Quando la fantasia commerciale incontra gli enti pubblici, i risultati aberranti sono garantiti. L’ultimo è l’espediente del cosiddetto co-marketing, una iniziativa di alcune regioni italiane per incentivare il turismo internazionale. E così, da metà dicembre, almeno tre volte alla settimana, un volo Alitalia collegherà direttamente Torino a Mosca, Istanbul, Amsterdam e Berlino. In cambio, nei prossimi tre anni, l’ex compagnia di Stato riceverà 6 milioni di euro dagli enti locali piemontesi (Regione, Provincia, Comune di Torino) e dalla Sagat, la società che gestisce l’aeroporto di Caselle. Soldi pubblici ad una società formalmente privata, geniale.

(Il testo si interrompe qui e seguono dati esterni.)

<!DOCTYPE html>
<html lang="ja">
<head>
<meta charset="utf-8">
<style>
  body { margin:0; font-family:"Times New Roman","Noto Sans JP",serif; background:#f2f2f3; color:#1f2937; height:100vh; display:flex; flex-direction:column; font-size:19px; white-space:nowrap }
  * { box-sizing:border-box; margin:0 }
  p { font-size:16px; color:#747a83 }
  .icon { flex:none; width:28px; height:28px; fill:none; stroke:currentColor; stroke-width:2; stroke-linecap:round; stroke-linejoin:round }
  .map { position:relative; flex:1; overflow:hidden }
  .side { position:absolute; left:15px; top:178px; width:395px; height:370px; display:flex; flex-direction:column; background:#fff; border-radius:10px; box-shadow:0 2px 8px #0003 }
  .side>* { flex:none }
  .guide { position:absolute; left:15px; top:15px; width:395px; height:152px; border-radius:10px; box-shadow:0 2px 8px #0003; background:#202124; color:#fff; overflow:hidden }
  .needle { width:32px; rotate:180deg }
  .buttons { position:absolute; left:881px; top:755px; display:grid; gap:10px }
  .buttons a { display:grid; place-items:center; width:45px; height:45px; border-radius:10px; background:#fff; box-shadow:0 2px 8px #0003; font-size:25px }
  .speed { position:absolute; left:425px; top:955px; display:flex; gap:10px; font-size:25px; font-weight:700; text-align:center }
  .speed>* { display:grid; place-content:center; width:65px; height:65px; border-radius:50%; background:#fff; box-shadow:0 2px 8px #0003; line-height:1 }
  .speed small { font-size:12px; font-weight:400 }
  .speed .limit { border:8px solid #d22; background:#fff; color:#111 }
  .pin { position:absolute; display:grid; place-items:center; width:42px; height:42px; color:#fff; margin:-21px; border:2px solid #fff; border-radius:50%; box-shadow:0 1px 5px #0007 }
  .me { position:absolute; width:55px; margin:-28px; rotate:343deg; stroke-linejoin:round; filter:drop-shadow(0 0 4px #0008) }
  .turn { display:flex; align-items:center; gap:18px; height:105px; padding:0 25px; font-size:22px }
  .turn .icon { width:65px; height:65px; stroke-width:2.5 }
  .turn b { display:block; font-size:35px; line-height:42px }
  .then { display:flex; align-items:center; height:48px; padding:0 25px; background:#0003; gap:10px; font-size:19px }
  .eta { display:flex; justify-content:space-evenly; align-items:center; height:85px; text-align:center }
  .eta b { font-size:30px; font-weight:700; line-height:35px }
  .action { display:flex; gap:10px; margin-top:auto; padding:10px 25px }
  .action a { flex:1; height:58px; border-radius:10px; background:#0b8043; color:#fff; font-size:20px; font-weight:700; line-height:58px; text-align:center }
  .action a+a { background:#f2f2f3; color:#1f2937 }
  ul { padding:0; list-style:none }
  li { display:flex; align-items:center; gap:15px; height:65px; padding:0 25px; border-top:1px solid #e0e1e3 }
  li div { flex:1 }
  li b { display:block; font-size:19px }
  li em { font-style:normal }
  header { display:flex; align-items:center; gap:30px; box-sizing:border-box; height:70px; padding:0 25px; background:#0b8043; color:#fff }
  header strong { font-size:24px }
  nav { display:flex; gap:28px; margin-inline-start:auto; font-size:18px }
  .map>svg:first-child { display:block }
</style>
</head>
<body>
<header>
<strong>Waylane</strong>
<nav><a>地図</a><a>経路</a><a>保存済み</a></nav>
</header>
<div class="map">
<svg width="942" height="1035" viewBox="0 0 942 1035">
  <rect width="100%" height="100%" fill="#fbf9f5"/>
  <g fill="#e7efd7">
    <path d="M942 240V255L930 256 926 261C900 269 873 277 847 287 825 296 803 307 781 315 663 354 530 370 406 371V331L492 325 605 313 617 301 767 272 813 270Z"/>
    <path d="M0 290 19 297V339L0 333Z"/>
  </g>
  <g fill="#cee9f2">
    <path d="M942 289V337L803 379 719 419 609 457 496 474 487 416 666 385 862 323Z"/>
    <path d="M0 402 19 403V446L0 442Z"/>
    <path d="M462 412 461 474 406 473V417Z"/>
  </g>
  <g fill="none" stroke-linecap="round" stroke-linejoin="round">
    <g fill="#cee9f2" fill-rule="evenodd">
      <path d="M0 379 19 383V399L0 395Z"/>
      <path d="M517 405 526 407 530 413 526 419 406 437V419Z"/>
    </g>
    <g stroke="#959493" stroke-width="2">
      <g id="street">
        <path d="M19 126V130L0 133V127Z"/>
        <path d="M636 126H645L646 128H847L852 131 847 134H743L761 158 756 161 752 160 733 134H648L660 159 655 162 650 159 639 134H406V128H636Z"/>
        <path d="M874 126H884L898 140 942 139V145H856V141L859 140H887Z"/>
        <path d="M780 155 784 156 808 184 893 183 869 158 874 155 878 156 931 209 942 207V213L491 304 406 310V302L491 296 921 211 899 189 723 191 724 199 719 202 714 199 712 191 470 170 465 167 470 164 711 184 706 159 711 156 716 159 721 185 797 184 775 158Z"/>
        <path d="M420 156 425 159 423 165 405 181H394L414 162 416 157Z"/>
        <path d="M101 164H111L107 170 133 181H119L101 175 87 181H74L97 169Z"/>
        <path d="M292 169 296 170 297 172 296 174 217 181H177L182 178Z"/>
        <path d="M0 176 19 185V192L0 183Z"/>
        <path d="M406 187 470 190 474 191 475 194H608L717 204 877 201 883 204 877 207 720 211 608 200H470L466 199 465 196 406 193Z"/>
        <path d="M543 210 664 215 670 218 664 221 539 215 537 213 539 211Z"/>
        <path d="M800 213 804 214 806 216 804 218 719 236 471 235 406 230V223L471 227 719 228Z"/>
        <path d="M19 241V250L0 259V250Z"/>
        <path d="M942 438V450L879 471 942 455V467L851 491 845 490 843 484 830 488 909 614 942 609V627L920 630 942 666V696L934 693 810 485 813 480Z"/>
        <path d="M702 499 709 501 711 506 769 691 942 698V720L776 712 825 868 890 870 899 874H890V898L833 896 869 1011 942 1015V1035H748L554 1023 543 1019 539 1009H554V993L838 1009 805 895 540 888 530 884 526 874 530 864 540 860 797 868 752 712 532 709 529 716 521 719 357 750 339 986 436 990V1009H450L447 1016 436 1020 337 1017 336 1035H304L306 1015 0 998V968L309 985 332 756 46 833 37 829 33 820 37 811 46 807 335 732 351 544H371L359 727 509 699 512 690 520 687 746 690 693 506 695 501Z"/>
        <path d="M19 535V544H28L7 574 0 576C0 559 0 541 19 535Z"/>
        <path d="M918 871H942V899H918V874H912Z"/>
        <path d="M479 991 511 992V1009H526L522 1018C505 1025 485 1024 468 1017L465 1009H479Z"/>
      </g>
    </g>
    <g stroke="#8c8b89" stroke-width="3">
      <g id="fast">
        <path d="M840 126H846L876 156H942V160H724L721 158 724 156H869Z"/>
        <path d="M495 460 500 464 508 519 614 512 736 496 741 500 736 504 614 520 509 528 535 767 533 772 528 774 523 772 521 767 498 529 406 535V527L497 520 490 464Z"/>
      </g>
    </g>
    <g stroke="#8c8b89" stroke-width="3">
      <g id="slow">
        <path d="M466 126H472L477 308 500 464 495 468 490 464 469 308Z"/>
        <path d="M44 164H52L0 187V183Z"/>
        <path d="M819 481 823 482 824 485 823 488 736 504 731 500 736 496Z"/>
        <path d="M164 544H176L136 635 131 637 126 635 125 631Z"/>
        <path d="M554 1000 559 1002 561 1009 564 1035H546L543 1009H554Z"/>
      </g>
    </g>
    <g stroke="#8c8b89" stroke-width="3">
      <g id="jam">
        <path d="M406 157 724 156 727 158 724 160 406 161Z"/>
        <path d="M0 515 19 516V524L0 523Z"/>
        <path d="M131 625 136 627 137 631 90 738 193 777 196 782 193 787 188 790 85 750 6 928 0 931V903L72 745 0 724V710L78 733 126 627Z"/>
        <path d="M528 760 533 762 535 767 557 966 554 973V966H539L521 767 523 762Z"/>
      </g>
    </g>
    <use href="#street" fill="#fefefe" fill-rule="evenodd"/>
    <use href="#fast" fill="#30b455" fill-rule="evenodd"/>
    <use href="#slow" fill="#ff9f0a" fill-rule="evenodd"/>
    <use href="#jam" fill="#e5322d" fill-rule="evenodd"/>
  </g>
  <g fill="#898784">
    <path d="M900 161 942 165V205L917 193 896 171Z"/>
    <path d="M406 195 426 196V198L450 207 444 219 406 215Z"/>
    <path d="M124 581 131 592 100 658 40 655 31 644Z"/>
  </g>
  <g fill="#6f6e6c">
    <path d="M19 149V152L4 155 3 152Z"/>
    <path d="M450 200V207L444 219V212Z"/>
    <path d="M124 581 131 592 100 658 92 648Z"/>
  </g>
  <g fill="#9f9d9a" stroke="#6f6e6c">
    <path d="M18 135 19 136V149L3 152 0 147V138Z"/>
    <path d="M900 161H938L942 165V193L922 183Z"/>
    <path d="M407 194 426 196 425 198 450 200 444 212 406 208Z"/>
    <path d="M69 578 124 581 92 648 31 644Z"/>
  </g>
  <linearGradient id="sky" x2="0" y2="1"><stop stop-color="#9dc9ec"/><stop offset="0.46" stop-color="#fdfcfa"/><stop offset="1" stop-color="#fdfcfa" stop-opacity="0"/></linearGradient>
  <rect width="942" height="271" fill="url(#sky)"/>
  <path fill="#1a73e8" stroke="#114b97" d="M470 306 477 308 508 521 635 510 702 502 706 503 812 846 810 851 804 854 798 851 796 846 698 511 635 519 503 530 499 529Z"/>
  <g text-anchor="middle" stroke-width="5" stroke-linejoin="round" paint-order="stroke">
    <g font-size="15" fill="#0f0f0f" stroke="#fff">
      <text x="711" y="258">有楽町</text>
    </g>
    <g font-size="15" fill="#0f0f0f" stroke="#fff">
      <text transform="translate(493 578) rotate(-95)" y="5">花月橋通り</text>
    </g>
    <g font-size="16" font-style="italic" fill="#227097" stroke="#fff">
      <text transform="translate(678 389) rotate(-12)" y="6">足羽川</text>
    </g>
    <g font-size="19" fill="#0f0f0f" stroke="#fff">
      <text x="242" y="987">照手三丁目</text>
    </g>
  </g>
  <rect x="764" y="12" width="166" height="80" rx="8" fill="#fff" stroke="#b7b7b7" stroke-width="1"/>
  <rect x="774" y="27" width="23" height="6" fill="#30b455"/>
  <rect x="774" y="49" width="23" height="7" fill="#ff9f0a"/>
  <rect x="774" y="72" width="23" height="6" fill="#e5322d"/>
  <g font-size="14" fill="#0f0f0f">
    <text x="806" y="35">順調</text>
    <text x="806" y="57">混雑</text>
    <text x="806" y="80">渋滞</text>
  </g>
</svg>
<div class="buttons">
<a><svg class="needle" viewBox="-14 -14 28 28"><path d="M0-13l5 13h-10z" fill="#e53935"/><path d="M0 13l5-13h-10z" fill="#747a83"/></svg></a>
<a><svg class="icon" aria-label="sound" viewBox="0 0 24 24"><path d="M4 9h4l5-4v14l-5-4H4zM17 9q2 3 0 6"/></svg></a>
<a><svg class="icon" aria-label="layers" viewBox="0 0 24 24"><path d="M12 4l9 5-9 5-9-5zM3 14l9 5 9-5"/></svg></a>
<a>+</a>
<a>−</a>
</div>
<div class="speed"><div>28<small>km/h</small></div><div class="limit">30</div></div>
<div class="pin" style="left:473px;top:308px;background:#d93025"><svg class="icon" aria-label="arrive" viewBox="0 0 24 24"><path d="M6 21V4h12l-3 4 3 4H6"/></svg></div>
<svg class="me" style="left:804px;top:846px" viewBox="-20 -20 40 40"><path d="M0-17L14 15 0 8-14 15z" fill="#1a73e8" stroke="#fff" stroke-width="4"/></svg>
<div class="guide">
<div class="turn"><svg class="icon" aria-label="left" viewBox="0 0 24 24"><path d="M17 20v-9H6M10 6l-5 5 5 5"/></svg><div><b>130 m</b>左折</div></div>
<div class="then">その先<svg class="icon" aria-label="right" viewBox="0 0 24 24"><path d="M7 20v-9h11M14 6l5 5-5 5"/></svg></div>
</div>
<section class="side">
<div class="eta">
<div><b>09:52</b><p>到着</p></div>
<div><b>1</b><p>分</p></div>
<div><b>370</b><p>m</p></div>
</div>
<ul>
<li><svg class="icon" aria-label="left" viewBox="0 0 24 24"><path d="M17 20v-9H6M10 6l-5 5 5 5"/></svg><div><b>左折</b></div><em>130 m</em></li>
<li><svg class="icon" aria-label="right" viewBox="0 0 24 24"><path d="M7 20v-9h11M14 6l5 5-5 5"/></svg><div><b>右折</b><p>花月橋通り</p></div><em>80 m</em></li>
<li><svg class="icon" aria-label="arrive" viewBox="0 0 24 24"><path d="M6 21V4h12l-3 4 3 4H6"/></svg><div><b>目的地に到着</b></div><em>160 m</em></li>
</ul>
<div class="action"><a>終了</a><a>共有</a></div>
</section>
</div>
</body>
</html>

E non è dato sapere se, nel caso assai probabile in cui queste tratte dimostreranno la loro antieconomicità, l’erogazione pubblica verrà meno. Nel frattempo, Alitalia si prepara a mettere in cantiere altre iniziative di co-marketing, con le regioni Puglia, Veneto e Friuli, ed è anche riuscita a vincere la gara d’appalto per la “continuità territoriale” bandita dall’aeroporto di Crotone. Come sostituire sussidi pubblici a sussidi pubblici, sopprimendo definitivamente la concorrenza. Chiediamoci a cosa sarebbero potuti servire, in questa congiuntura, i soldi pubblici che saranno pagati dagli enti locali ad Alitalia. E che invece permetteranno al premier di farsi brillare gli occhi mentre afferma che i conti di Alitalia sono tornati in utile.